Possible improvements about the wrapper #160

wddabc · 2017-03-13T04:21:08Z

While minpy is a great tool for building dynamic nets, I found the wrapper (Solver, ModelBase...) is a little bit hard to use that I had to do a lot of hacks to make this work. Here are some thoughts about the possible improvements at the current stage:

Lots of things should be passed into Solver.train rather than the constructor. Such as the data iterator, the optimizer. etc. In fact, the Solver.train should support more, such as whether do cross-validation, callback functions. I think a good template is the .fit function in Keras.
As pointed out in Why solver._step() shouldn't be called manually? #147, user should have flexibility writing their own training loop.
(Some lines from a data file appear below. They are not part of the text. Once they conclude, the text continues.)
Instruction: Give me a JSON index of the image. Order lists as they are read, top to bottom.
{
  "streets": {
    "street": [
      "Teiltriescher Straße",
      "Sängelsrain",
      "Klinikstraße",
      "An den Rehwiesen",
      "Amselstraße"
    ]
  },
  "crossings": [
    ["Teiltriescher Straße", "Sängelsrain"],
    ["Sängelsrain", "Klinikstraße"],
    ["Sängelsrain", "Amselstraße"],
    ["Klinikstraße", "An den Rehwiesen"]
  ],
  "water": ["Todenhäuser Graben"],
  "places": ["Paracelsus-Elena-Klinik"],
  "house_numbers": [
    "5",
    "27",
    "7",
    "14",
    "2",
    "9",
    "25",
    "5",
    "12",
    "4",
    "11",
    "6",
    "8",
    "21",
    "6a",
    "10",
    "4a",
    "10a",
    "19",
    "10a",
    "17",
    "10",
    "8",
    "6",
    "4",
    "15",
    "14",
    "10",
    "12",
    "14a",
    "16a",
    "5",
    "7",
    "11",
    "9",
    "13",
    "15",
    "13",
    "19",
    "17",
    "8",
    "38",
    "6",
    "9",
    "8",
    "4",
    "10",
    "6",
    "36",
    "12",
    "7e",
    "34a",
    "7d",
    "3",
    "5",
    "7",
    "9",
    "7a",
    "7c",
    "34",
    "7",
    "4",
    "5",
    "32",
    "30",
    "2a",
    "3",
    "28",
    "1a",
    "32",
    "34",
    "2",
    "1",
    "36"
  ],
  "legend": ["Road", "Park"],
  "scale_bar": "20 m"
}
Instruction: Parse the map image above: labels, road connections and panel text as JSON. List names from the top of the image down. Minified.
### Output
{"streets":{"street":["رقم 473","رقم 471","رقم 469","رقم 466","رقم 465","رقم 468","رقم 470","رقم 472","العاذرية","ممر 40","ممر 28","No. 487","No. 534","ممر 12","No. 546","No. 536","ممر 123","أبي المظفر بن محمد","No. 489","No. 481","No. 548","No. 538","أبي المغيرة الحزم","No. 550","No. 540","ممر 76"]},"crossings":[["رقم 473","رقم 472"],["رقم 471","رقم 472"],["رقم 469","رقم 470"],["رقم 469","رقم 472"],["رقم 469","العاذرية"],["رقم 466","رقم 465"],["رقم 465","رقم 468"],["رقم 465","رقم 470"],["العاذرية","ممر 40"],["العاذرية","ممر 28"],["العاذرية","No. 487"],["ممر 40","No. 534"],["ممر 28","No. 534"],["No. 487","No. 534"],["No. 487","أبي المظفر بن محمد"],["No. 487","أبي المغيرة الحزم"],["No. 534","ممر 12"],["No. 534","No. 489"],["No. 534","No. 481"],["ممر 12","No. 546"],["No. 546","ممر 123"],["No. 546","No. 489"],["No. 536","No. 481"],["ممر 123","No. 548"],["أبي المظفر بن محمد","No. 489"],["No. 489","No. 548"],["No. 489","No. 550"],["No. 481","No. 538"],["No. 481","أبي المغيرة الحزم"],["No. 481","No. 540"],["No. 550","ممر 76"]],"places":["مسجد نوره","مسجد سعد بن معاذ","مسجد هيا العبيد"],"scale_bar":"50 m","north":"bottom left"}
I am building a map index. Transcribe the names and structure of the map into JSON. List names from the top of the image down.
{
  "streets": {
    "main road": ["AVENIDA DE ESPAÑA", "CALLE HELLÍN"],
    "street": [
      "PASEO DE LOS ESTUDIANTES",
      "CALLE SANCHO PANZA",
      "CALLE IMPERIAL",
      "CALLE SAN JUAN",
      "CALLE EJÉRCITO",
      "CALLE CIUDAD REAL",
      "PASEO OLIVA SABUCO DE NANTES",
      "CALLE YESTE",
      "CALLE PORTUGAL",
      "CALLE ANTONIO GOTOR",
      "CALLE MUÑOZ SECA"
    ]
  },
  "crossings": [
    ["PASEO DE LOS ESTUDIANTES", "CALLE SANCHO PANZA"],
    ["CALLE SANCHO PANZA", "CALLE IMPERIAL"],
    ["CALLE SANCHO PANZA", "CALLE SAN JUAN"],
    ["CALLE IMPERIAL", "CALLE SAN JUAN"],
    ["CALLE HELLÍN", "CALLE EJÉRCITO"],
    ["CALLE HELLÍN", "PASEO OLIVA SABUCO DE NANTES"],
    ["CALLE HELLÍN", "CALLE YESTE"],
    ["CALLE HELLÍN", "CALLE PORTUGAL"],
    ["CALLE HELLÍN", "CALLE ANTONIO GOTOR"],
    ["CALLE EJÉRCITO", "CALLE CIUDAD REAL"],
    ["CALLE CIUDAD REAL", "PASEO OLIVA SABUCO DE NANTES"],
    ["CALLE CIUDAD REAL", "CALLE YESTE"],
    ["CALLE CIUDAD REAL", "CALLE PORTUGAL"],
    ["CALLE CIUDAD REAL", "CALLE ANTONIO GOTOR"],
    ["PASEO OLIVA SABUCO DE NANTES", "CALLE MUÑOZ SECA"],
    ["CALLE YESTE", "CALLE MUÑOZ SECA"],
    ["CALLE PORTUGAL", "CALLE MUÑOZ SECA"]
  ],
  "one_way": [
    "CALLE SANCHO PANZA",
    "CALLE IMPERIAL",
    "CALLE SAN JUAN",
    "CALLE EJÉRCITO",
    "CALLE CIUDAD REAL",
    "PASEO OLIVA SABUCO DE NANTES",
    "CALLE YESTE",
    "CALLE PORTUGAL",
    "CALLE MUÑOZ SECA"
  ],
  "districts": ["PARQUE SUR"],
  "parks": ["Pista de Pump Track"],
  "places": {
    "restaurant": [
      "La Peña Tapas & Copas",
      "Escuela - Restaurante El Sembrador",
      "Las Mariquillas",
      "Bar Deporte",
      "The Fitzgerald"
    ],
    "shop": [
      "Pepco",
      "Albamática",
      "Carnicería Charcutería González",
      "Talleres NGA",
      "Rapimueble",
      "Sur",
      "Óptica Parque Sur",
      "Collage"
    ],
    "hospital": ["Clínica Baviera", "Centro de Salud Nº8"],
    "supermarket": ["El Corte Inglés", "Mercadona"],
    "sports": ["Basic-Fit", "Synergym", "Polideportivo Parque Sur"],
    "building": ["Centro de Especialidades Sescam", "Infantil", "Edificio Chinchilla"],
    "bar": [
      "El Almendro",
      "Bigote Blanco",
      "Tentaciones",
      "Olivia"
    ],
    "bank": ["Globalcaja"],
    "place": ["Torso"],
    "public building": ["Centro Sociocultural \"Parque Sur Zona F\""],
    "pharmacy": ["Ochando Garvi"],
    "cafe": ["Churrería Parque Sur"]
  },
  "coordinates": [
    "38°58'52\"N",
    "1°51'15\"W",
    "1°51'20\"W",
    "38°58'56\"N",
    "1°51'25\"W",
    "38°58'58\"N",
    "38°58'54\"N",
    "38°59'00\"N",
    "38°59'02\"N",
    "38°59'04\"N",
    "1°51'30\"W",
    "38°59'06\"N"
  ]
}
So I think a public step is necessary.
The definition of the final training loss is inflexible.

 def loss_func(*params): # pylint: disable=unused-argument
            """
            Loss function calculate the loss
            """

            # It seems that params are not used in forward function. But since we will pass
            # model.params as arguments, we are ok here.
            predict = self.model.forward_batch(batch, mode='train')
            return self.model.loss_batch(batch, predict)

Assuming the data is x and the response is y, it is not necessary the case that the final loss can be decomposed to loss(model.predict(x), y) . In some cases it is just a single loss model.loss(x,y) , which means no prediction is made at the training time. This is a common case in the structured prediction problems, such as conditional random fields.

The text was updated successfully, but these errors were encountered:

sneakerkg · 2017-03-13T12:43:28Z

@wddabc Thanks a lot for the suggestion.
We are going to refine the nn package to make it more convenient for users.
For the loss_func part, what do you think we pre-define some loss or criterion template for users?

wddabc · 2017-03-13T14:58:28Z

I think directly returning self.model.loss_batch(batch) should be fine. Something looks like:

def loss_func(*params):
           return self.model.loss_batch(batch)

User can define whatever they like as the implementation of model.loss_batch(batch), for example, loss(model.predict(x), y). model.predict is optional, user can define or not based on whether they want to make prediction. For example, users might just use the model to pretrain some word embeddings, in which case model.predict is not necessary.

One thing should be careful is a wrapper on the top of loss_batch is still necessary, which will control whether to switch on the dropout/ regularizer. Might be defined inside loss_func? I'm not quite sure.

The dropout/ regularizer should be declared by user as arguments of .add_param() and be applied before calling self.params[name] . In fact, I'd suggest change self.params[name] to self.params(name) , where the self.params() decides whether to apply the dropout based on whether it is in the training stage.

Here are some other issues should be considered for the new design (I think I'm basically proposing some Keras-thing):

ModelBase looks like a standalone module that doesn't support calling other models. That is, you should define a huge graph within one ModelBase.
Also, joint training different models with shared parameters is not supported in the current design. For this case, I think the right design is the parameters for each sub-module are globally transparent to each other.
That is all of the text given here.